Obezitenin ilk ve en önemli belirtileri arasında yağlanma oranı yer alır. Bu oran hastaların obeziteye sahip olup olmadığının teşhis edilmesi adına oldukça önemlidir.
Obezite belirtileri takibinde öncelikle BKİ (beden kitle indeksi) değerlerine bakılır. Bu değerlerin optimal verilerden yüksek çıkması durumunda hastalara diğer değerlendirme testleri uygulanır. Sürekli yemek yeme isteği, aşırı hareketsizlik ve tembellik hissiyatı gibi belirtiler de hastalığın eşlik eden bulguları arasında yer alabilir.
WHO (Dünya Sağlık Örgütü) tarafından açıklanan veriler doğrultusunda obezite yaş ve kilo sınırı BKİ (beden kitle indeksi) değerleriyle birlikte açıklanmıştır. Bu bilgilere göre 18-24.99 arası BKİ değerleri “normal kilo” tanımına uygundur. 25-29.99 arası değerler “fazla kilolu” ve 30 üzeri değerler obezite olarak tanımlanmıştır. 40’ın üzerindeki her değer morbid obezite sınıflandırmasına dahil edilir. Santral tip obezite, subkutanöz obezite, hipersellüler obezite, hiperplastik obezite gibi hastalıklar obezitenin alt çeşitlerinden bazılarıdır.
Morbid Obezite Nedir?
BKİ (Beden Kitle İndeksi) bireylerin yağ kitlelerinin vücuttaki yağsız kitlelere olan oranını gösteren bir hesaplamadır. Bu hesaplama doğrultusunda kişilerde bulunan yağ oranı boy değerleriyle m2 bazında işleme tabi tutulur ve indeks verileri elde edilir.
Obezite sınıflandırmalarının yapılmasında en önemli veri olan BKİ değerlerine bağlı şekilde tanımlanan obezite sıralaması şu şekildedir:
Morbid obezite; obezite dereceleri arasında “obez 2” tanımıyla yer alan ve en yaygın görülen obezite türlerinden biridir. Bu obezlik evresinde kronik kalp hastalığı, diyabet, hipertansiyon ve kolesterol gibi hastalıkların riski oldukça artar.

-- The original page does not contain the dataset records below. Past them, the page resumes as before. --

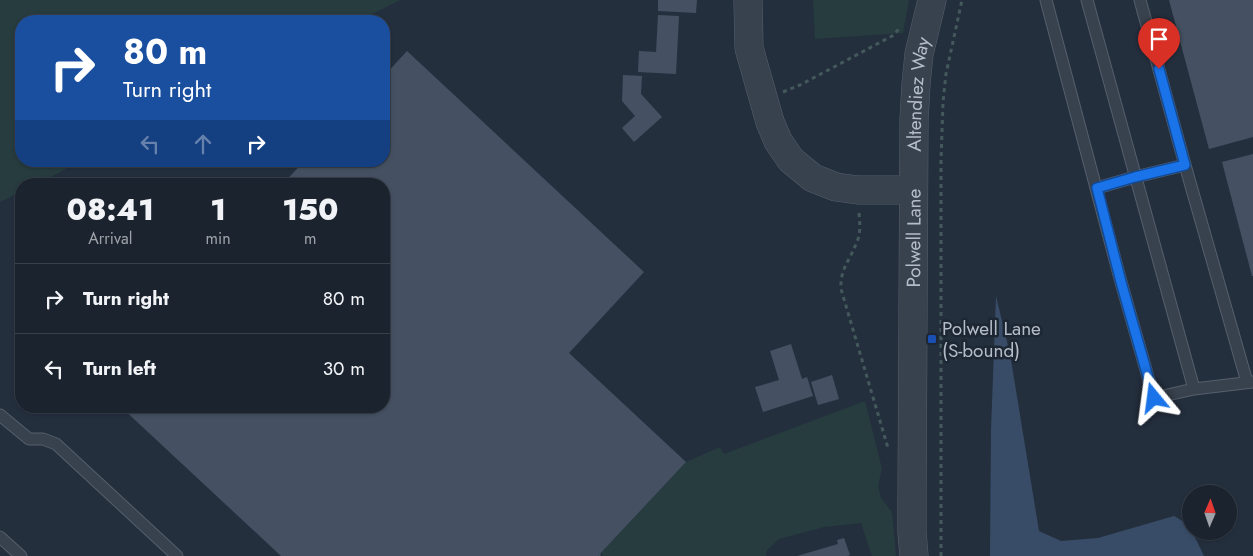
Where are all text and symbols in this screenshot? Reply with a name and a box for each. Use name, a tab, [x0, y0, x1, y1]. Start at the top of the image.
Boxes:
pin	[1138, 18, 1180, 69]
icon: arrive	[1145, 25, 1173, 53]
text: 80 m	[123, 27, 207, 77]
street label: Altendiez Way	[901, 33, 937, 152]
icon: right	[40, 35, 105, 100]
text: Turn right	[123, 73, 211, 105]
icon: left	[136, 130, 164, 158]
icon: ahead	[189, 130, 217, 158]
icon: right	[242, 130, 270, 158]
text: 08:41	[67, 188, 154, 231]
text: 1	[210, 188, 226, 231]
text: 150	[282, 188, 338, 231]
street label: Polwell Lane	[900, 188, 928, 288]
text: Arrival	[88, 227, 132, 250]
text: min	[206, 227, 231, 250]
text: m	[304, 227, 317, 250]
icon: right	[40, 285, 68, 313]
text: Turn right	[83, 285, 169, 312]
text: 80 m	[323, 285, 365, 312]
place label: Polwell Lane (S-bound)	[942, 315, 1041, 364]
marker: Polwell Lane (S-bound)	[926, 333, 938, 345]
icon: left	[40, 355, 68, 383]
text: Turn left	[83, 355, 156, 382]
text: 30 m	[323, 355, 365, 382]
position arrow	[1127, 371, 1179, 423]
north arrow	[1182, 485, 1238, 540]
map controls	[1182, 485, 1237, 540]

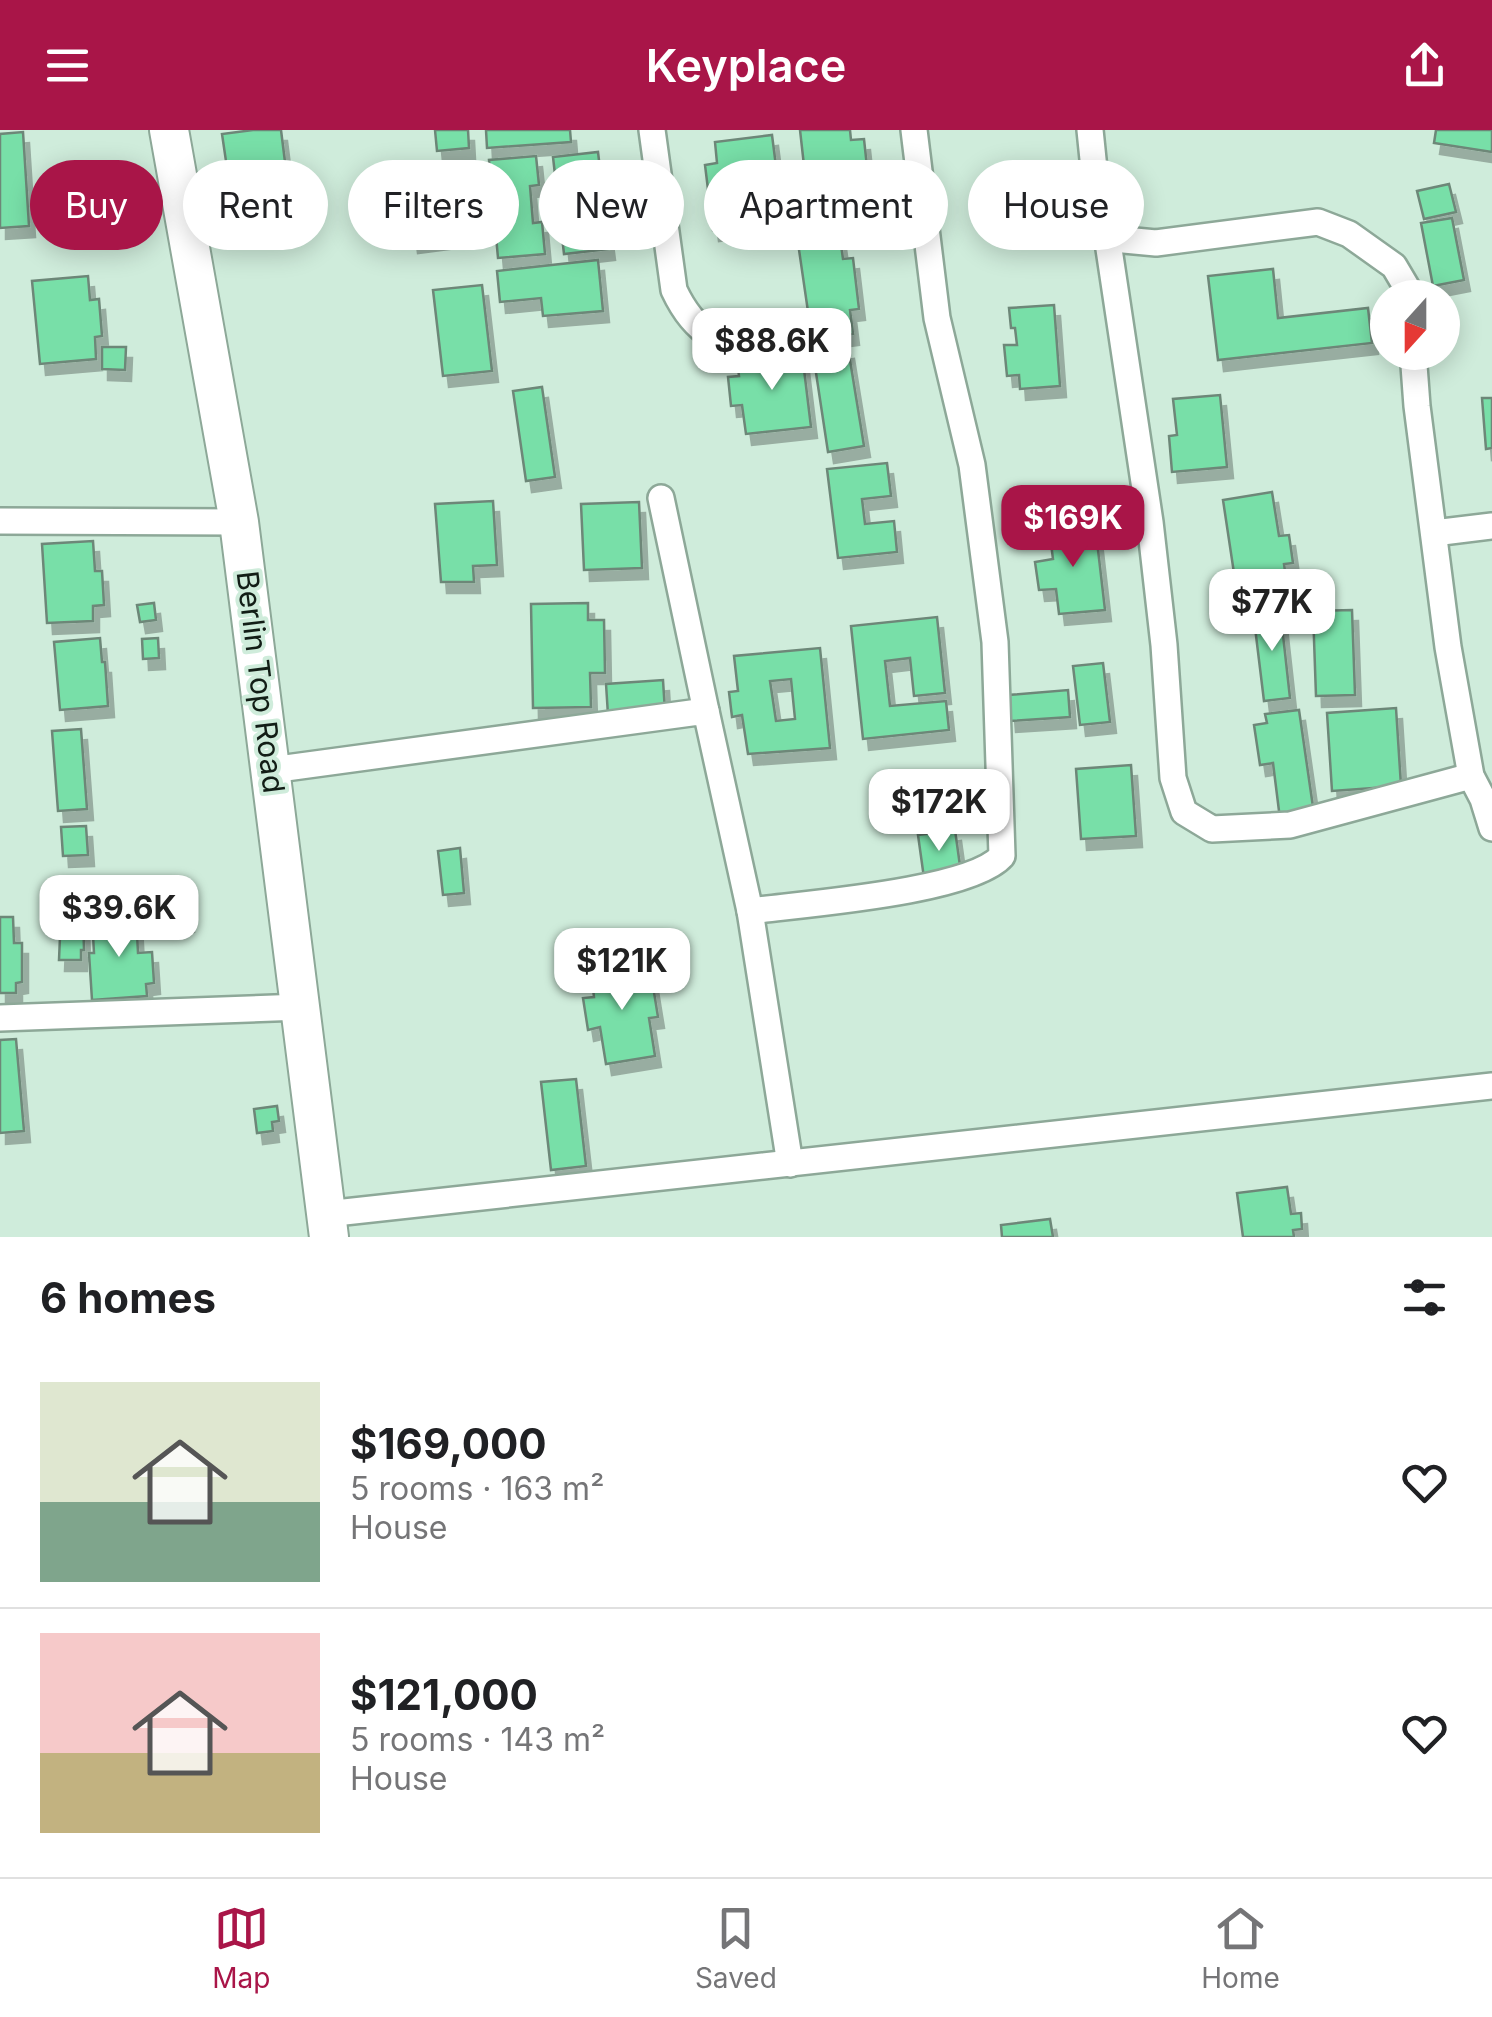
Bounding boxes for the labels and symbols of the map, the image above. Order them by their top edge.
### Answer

Hastaların yalnızca yaşamsal hareket döngülerini değil bedensel hareket döngülerini de yoğun şekilde negatif etkileyen obezitenin yüksek riskli gruba dahil olduğu tür morbid obezite evresidir.
Santral obezite (Erkek Tipi Obezlik) türü; elma formlu veya merkezi şişmanlık şeklinde de adlandırılır. Bu türde yapılan değerlendirmelere göre birim başı yağ hücre varlığı optimal değerlere kıyasla oldukça yüksektir. Fazla yağın toplandığı bölgeler genellikle karın ve gövde bölümünde yer alır. Obezite kilo sınırı için belirlenen indeksin üstündeki bireylerde santral obezite yaygın görülür.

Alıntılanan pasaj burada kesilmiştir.